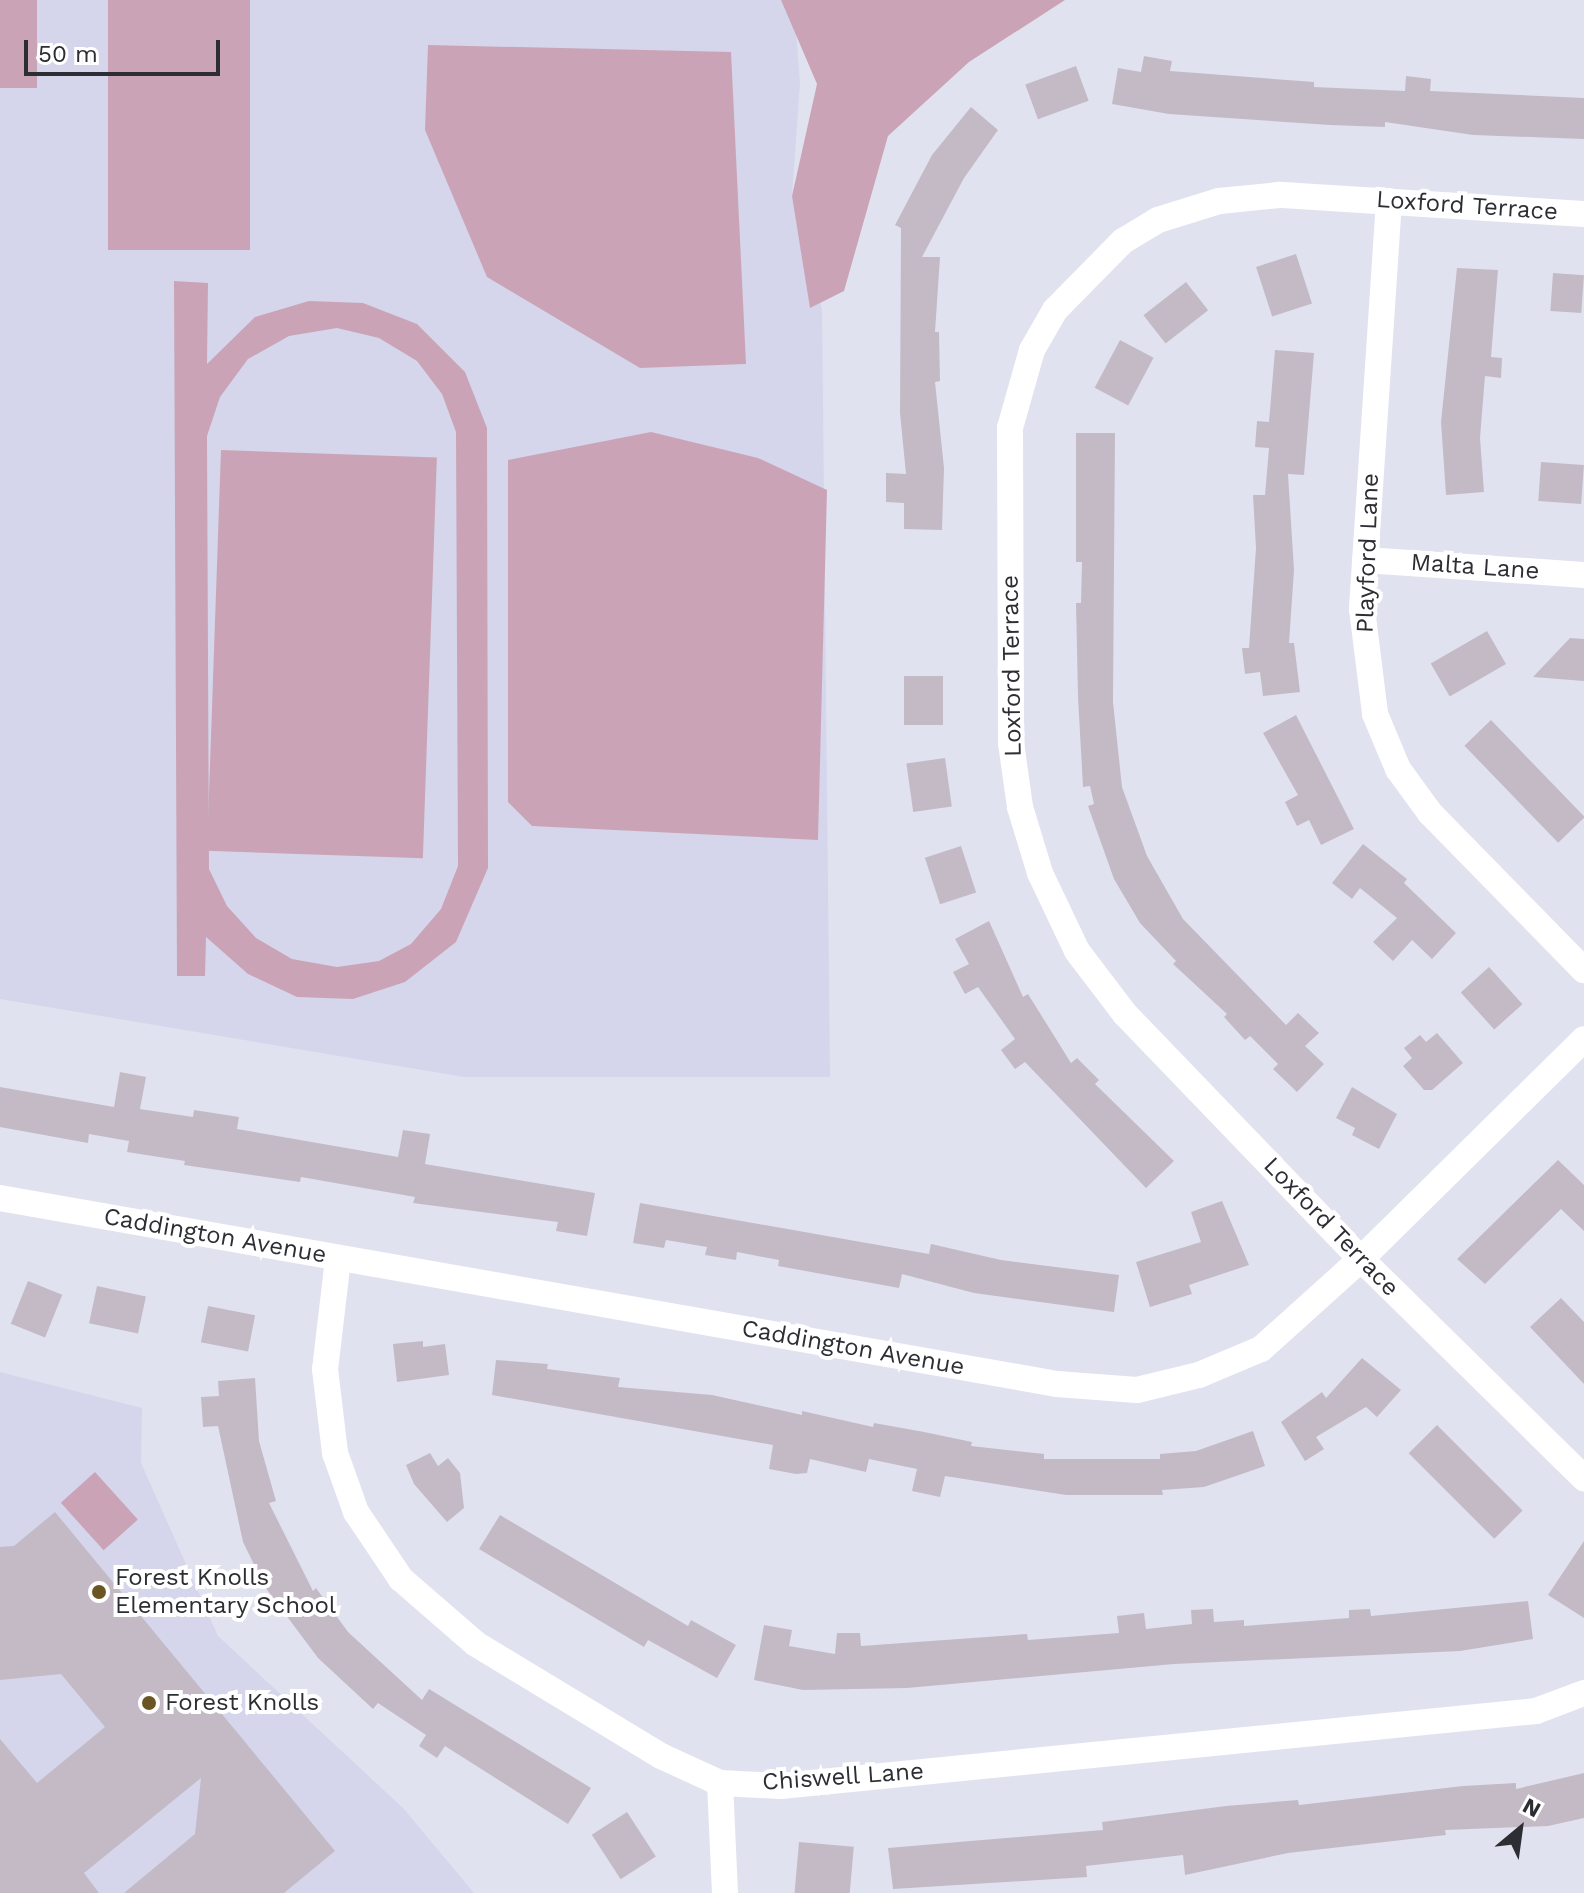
<!DOCTYPE html>
<style>
body{margin:0}
#map{position:relative;width:1584px;height:1893px;overflow:hidden;background:#e1e2f0;font-family:"Work Sans",sans-serif}
div>[style]{position:absolute}
[style*='--x']{left:calc(var(--x)*1px);top:calc(var(--y)*1px);width:calc(var(--w)*1px);rotate:calc(var(--a)*1deg)}
.built>*{inset:0;background:#d5d6eb}
.green>*{inset:0;background:#caa4b6;transform-origin:0 0}
.building>*{inset:0;background:#c3bac6;transform-origin:0 0}
.street>*{height:26px;margin:-13px;padding:0 13px;transform-origin:13px;border-radius:13px;background:#fff}
.dots>*{width:22px;height:22px;translate:-50% -50%;box-sizing:border-box;border:4px solid #fff;border-radius:50%}
span{translate:-50% -50%;white-space:nowrap;text-align:center;line-height:1.15;-webkit-text-stroke:8px #fff;paint-order:stroke}
.street-label{font-size:24px;color:#2d2e33}
.poi-label{font-size:24px;color:#2d2e33}
.left{translate:0 -50%;text-align:left}
.north{position:absolute;left:1480px;top:1789px;width:80px;height:80px;-webkit-text-stroke:6px #fff;paint-order:stroke;rotate:29deg;font-size:22px;font-weight:700;line-height:32px;text-align:center;color:#2d2e33}
.north::after{content:'';display:block;margin:auto;width:28px;height:36px;background:#2d2e33;clip-path:polygon(50% 0,100% 100%,50% 72%,0 100%)}
.scale{position:absolute;left:24px;top:40px;width:196px;height:36px;box-sizing:border-box;border:4px solid #2d2e33;border-top:0;padding-left:10px;font-size:24px;line-height:28px;white-space:nowrap;color:#2d2e33;-webkit-text-stroke:6px #fff;paint-order:stroke}
</style>
<div id="map">
<div class="built">
<i style="clip-path:polygon(0 0,782px 0,795px 16px,800px 83px,792px 196px,822px 309px,830px 1077px,464px 1077px,0 999px)"></i>
<i style="clip-path:polygon(0 1372px,142px 1408px,141px 1463px,218px 1636px,403px 1808px,474px 1893px,0 1893px)"></i>
</div>
<div class="green">
<i style="left:0;top:0;width:37px;height:88px"></i>
<i style="left:108px;top:0;width:142px;height:250px"></i>
<i style="clip-path:polygon(781px 0,1065px 0,969px 62px,888px 136px,844px 291px,810px 308px,792px 196px,817px 84px)"></i>
<i style="clip-path:polygon(428px 45px,731px 52px,746px 364px,640px 368px,487px 277px,425px 130px)"></i>
<i style="clip-path:polygon(evenodd,174px 281px,208px 283px,207px 364px,255px 317px,309px 301px,363px 303px,417px 324px,465px 372px,487px 428px,488px 868px,456px 942px,405px 982px,353px 999px,297px 997px,248px 974px,206px 937px,205px 976px,177px 976px,174px 281px,337px 328px,379px 338px,417px 361px,442px 394px,456px 432px,458px 866px,441px 909px,411px 944px,379px 961px,337px 967px,292px 959px,256px 938px,227px 906px,209px 869px,207px 436px,220px 397px,248px 359px,289px 336px,337px 328px)"></i>
<i style="clip-path:polygon(651px 432px,758px 458px,827px 490px,818px 840px,532px 826px,508px 802px,508px 460px)"></i>
<i style="left:221px;top:450px;width:216px;height:401px;rotate:2deg"></i>
<i style="left:95px;top:1472px;width:64px;height:46px;rotate:48deg"></i>
</div>
<div class="building">
<i style="clip-path:polygon(1144px 56px,1172px 61px,1170px 71px,1314px 82px,1314px 87px,1405px 91px,1406px 76px,1431px 79px,1430px 91px,1584px 98px,1584px 139px,1473px 135px,1385px 122px,1385px 127px,1330px 125px,1169px 114px,1112px 104px,1118px 68px,1141px 72px)"></i>
<i style="left:1076px;top:66px;width:37px;height:54px;rotate:70deg"></i>
<i style="clip-path:polygon(971px 107px,998px 130px,964px 178px,922px 257px,940px 257px,935px 332px,939px 332px,940px 381px,935px 382px,944px 468px,942px 530px,904px 529px,904px 503px,886px 502px,886px 473px,906px 474px,900px 413px,901px 228px,895px 225px,932px 155px)"></i>
<i style="left:1296px;top:254px;width:52px;height:42px;rotate:72deg"></i>
<i style="clip-path:polygon(1457px 268px,1498px 270px,1491px 357px,1502px 358px,1501px 378px,1485px 376px,1480px 438px,1484px 492px,1446px 495px,1441px 422px)"></i>
<i style="left:1553px;top:273px;width:31px;height:38px;rotate:4deg"></i>
<i style="left:1186px;top:282px;width:36px;height:54px;rotate:52deg"></i>
<i style="left:1120px;top:340px;width:38px;height:54px;rotate:28deg"></i>
<i style="clip-path:polygon(1275px 350px,1314px 353px,1304px 475px,1288px 474px,1294px 570px,1289px 643px,1294px 643px,1300px 692px,1263px 696px,1260px 672px,1245px 674px,1242px 648px,1249px 648px,1256px 548px,1253px 495px,1265px 495px,1269px 448px,1255px 447px,1257px 421px,1269px 422px)"></i>
<i style="clip-path:polygon(1076px 433px,1115px 433px,1113px 702px,1122px 787px,1147px 856px,1183px 919px,1286px 1025px,1298px 1013px,1319px 1033px,1305px 1046px,1324px 1064px,1297px 1092px,1273px 1069px,1278px 1064px,1250px 1036px,1245px 1040px,1224px 1017px,1227px 1014px,1173px 964px,1176px 961px,1140px 923px,1114px 879px,1088px 806px,1094px 804px,1090px 786px,1083px 787px,1078px 697px,1076px 603px,1081px 603px,1082px 562px,1076px 562px)"></i>
<i style="left:1541px;top:462px;width:43px;height:39px;rotate:4deg"></i>
<i style="left:1487px;top:631px;width:38px;height:65px;rotate:60deg"></i>
<i style="clip-path:polygon(1570px 638px,1584px 639px,1584px 681px,1533px 677px)"></i>
<i style="left:904px;top:676px;width:39px;height:49px"></i>
<i style="clip-path:polygon(1296px 715px,1354px 829px,1321px 845px,1309px 820px,1297px 826px,1285px 802px,1298px 795px,1263px 733px)"></i>
<i style="left:1491px;top:720px;width:135px;height:37px;rotate:46deg"></i>
<i style="left:945px;top:758px;width:49px;height:39px;rotate:82deg"></i>
<i style="clip-path:polygon(1363px 844px,1407px 879px,1404px 883px,1456px 933px,1432px 959px,1412px 940px,1393px 961px,1373px 942px,1397px 918px,1360px 888px,1352px 899px,1332px 883px)"></i>
<i style="left:961px;top:846px;width:49px;height:38px;rotate:72deg"></i>
<i style="clip-path:polygon(989px 921px,1023px 997px,1028px 994px,1071px 1063px,1077px 1058px,1099px 1080px,1095px 1084px,1174px 1161px,1146px 1188px,1025px 1062px,1015px 1069px,1001px 1050px,1015px 1039px,978px 987px,965px 994px,953px 972px,969px 964px,955px 939px)"></i>
<i style="left:1489px;top:967px;width:50px;height:38px;rotate:48deg"></i>
<i style="clip-path:polygon(1437px 1033px,1463px 1063px,1432px 1090px,1424px 1090px,1403px 1066px,1412px 1058px,1404px 1048px,1420px 1035px,1426px 1042px)"></i>
<i style="clip-path:polygon(120px 1072px,146px 1077px,140px 1109px,193px 1117px,194px 1110px,239px 1117px,237px 1129px,398px 1157px,403px 1130px,430px 1134px,425px 1164px,595px 1193px,587px 1236px,556px 1231px,558px 1222px,413px 1203px,415px 1197px,301px 1177px,300px 1182px,184px 1165px,185px 1161px,127px 1152px,129px 1141px,89px 1134px,88px 1143px,0 1127px,0 1087px,114px 1107px)"></i>
<i style="clip-path:polygon(1352px 1087px,1397px 1114px,1379px 1149px,1352px 1135px,1355px 1128px,1336px 1118px)"></i>
<i style="clip-path:polygon(1558px 1160px,1584px 1185px,1584px 1231px,1561px 1209px,1485px 1284px,1457px 1259px)"></i>
<i style="clip-path:polygon(1222px 1201px,1249px 1265px,1189px 1285px,1192px 1294px,1150px 1307px,1136px 1262px,1201px 1242px,1191px 1212px)"></i>
<i style="clip-path:polygon(640px 1203px,929px 1254px,931px 1244px,1001px 1260px,1119px 1275px,1114px 1312px,974px 1293px,902px 1274px,899px 1288px,778px 1266px,779px 1260px,737px 1252px,736px 1260px,705px 1255px,707px 1247px,666px 1240px,664px 1248px,633px 1243px)"></i>
<i style="left:28px;top:1281px;width:37px;height:46px;rotate:22deg"></i>
<i style="left:97px;top:1286px;width:50px;height:38px;rotate:12deg"></i>
<i style="clip-path:polygon(1561px 1298px,1584px 1322px,1584px 1384px,1530px 1327px)"></i>
<i style="left:208px;top:1306px;width:48px;height:37px;rotate:11deg"></i>
<i style="clip-path:polygon(423px 1341px,423px 1347px,445px 1344px,449px 1375px,397px 1382px,393px 1344px)"></i>
<i style="clip-path:polygon(1362px 1358px,1401px 1390px,1377px 1417px,1366px 1407px,1316px 1437px,1324px 1449px,1305px 1461px,1281px 1422px,1322px 1392px,1326px 1398px)"></i>
<i style="clip-path:polygon(496px 1360px,548px 1364px,547px 1369px,620px 1378px,618px 1387px,712px 1395px,802px 1415px,802px 1411px,873px 1427px,874px 1423px,924px 1432px,972px 1442px,971px 1446px,1044px 1454px,1044px 1459px,1160px 1459px,1160px 1454px,1196px 1451px,1253px 1431px,1265px 1466px,1204px 1487px,1162px 1490px,1163px 1495px,1066px 1495px,945px 1476px,940px 1497px,912px 1491px,917px 1469px,869px 1459px,866px 1472px,810px 1459px,807px 1473px,796px 1474px,769px 1469px,773px 1445px,492px 1395px)"></i>
<i style="clip-path:polygon(255px 1378px,259px 1441px,276px 1501px,269px 1503px,313px 1591px,316px 1588px,348px 1632px,422px 1700px,429px 1689px,591px 1788px,568px 1824px,445px 1746px,437px 1758px,419px 1746px,426px 1735px,378px 1703px,373px 1709px,318px 1658px,265px 1587px,243px 1542px,218px 1426px,203px 1427px,201px 1397px,219px 1396px,218px 1381px)"></i>
<i style="left:1437px;top:1425px;width:121px;height:40px;rotate:45deg"></i>
<i style="clip-path:polygon(430px 1453px,438px 1466px,448px 1458px,460px 1473px,464px 1508px,447px 1522px,414px 1484px,406px 1465px)"></i>
<i style="clip-path:polygon(55px 1512px,335px 1851px,284px 1893px,124px 1893px,195px 1834px,201px 1778px,84px 1873px,99px 1893px,0 1893px,0 1739px,37px 1783px,105px 1727px,61px 1674px,0 1680px,0 1547px,14px 1546px)"></i>
<i style="clip-path:polygon(500px 1515px,688px 1626px,691px 1620px,736px 1645px,717px 1678px,648px 1640px,644px 1647px,479px 1549px)"></i>
<i style="clip-path:polygon(1584px 1541px,1584px 1618px,1548px 1595px)"></i>
<i style="clip-path:polygon(1528px 1601px,1533px 1639px,1460px 1651px,1174px 1664px,907px 1688px,803px 1690px,754px 1680px,764px 1625px,792px 1630px,789px 1646px,835px 1654px,837px 1633px,860px 1633px,861px 1646px,1027px 1634px,1028px 1640px,1119px 1633px,1117px 1616px,1144px 1613px,1146px 1629px,1192px 1624px,1191px 1610px,1213px 1609px,1214px 1622px,1244px 1620px,1244px 1626px,1349px 1618px,1349px 1610px,1370px 1609px,1371px 1616px)"></i>
<i style="clip-path:polygon(1584px 1773px,1584px 1818px,1548px 1826px,1445px 1830px,1446px 1835px,1288px 1853px,1185px 1875px,1183px 1855px,1086px 1866px,1087px 1877px,893px 1889px,888px 1848px,1103px 1830px,1102px 1822px,1226px 1806px,1298px 1800px,1299px 1805px,1463px 1786px,1516px 1783px,1516px 1789px)"></i>
<i style="left:627px;top:1812px;width:53px;height:42px;rotate:57deg"></i>
<i style="left:799px;top:1842px;width:55px;height:51px;rotate:5deg"></i>
</div>
<div class="street">
<i style="--x:1389;--y:201;--w:409;--a:93.8"></i>
<i style="--x:1362;--y:609;--w:106;--a:82.9"></i>
<i style="--x:1375;--y:714;--w:60;--a:67.3"></i>
<i style="--x:1398;--y:769;--w:54;--a:54"></i>
<i style="--x:1430;--y:813;--w:220;--a:45.6"></i>
<i style="--x:1584;--y:214;--w:306;--a:-176.4"></i>
<i style="--x:1279;--y:195;--w:60;--a:174.3"></i>
<i style="--x:1219;--y:201;--w:64;--a:162.7"></i>
<i style="--x:1158;--y:220;--w:41;--a:149"></i>
<i style="--x:1123;--y:241;--w:97;--a:134.6"></i>
<i style="--x:1055;--y:310;--w:46;--a:119.9"></i>
<i style="--x:1032;--y:350;--w:81;--a:105.8"></i>
<i style="--x:1010;--y:428;--w:315;--a:89.8"></i>
<i style="--x:1011;--y:743;--w:65;--a:82"></i>
<i style="--x:1020;--y:807;--w:69;--a:73.1"></i>
<i style="--x:1040;--y:873;--w:86;--a:64.6"></i>
<i style="--x:1077;--y:951;--w:79;--a:52.7"></i>
<i style="--x:1125;--y:1014;--w:340;--a:46.1"></i>
<i style="--x:1361;--y:1259;--w:313;--a:44.5"></i>
<i style="--x:1365;--y:560;--w:220;--a:3.9"></i>
<i style="--x:0;--y:1198;--w:1073;--a:9.98"></i>
<i style="--x:1057;--y:1384;--w:80;--a:4.3"></i>
<i style="--x:1137;--y:1390;--w:64;--a:-13.6"></i>
<i style="--x:1199;--y:1375;--w:67;--a:-22.8"></i>
<i style="--x:1261;--y:1349;--w:135;--a:-42"></i>
<i style="--x:1361;--y:1259;--w:313;--a:-44.6"></i>
<i style="--x:338;--y:1259;--w:111;--a:96.7"></i>
<i style="--x:325;--y:1369;--w:85;--a:83.2"></i>
<i style="--x:335;--y:1453;--w:63;--a:70.4"></i>
<i style="--x:356;--y:1512;--w:81;--a:56.1"></i>
<i style="--x:401;--y:1579;--w:99;--a:40.9"></i>
<i style="--x:476;--y:1644;--w:216;--a:31.2"></i>
<i style="--x:661;--y:1756;--w:65;--a:24.6"></i>
<i style="--x:720;--y:1783;--w:61;--a:2.8"></i>
<i style="--x:781;--y:1786;--w:759;--a:-5.67"></i>
<i style="--x:1536;--y:1711;--w:51;--a:-20.6"></i>
<i style="--x:720;--y:1783;--w:110;--a:87.4"></i>
</div>
<div class="dots">
<i style="left:99px;top:1592px;background:#6b5524"></i>
<i style="left:149px;top:1703px;background:#6b5524"></i>
</div>
<div class="street-label">
<span style="left:1467px;top:206px;rotate:4deg">Loxford Terrace</span>
<span style="left:1368px;top:553px;rotate:-88deg">Playford Lane</span>
<span style="left:1475px;top:567px;rotate:4deg">Malta Lane</span>
<span style="left:1012px;top:666px;rotate:-91deg">Loxford Terrace</span>
<span style="left:1331px;top:1227px;rotate:46deg">Loxford Terrace</span>
<span style="left:215px;top:1236px;rotate:10deg">Caddington Avenue</span>
<span style="left:853px;top:1348px;rotate:10deg">Caddington Avenue</span>
<span style="left:843px;top:1777px;rotate:-4deg">Chiswell Lane</span>
</div>
<div class="poi-label">
<span class="left" style="left:115px;top:1592px">Forest Knolls<br>Elementary School</span>
<span class="left" style="left:165px;top:1703px">Forest Knolls</span>
</div>
<div class="north">N</div>
<div class="scale">50 m</div>
</div>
· · ·
§ AIM OF THE EXERCISE:
The answer is a number alone: how many lines of the data contain the string "building"?

§ COMPLETED TASK:
2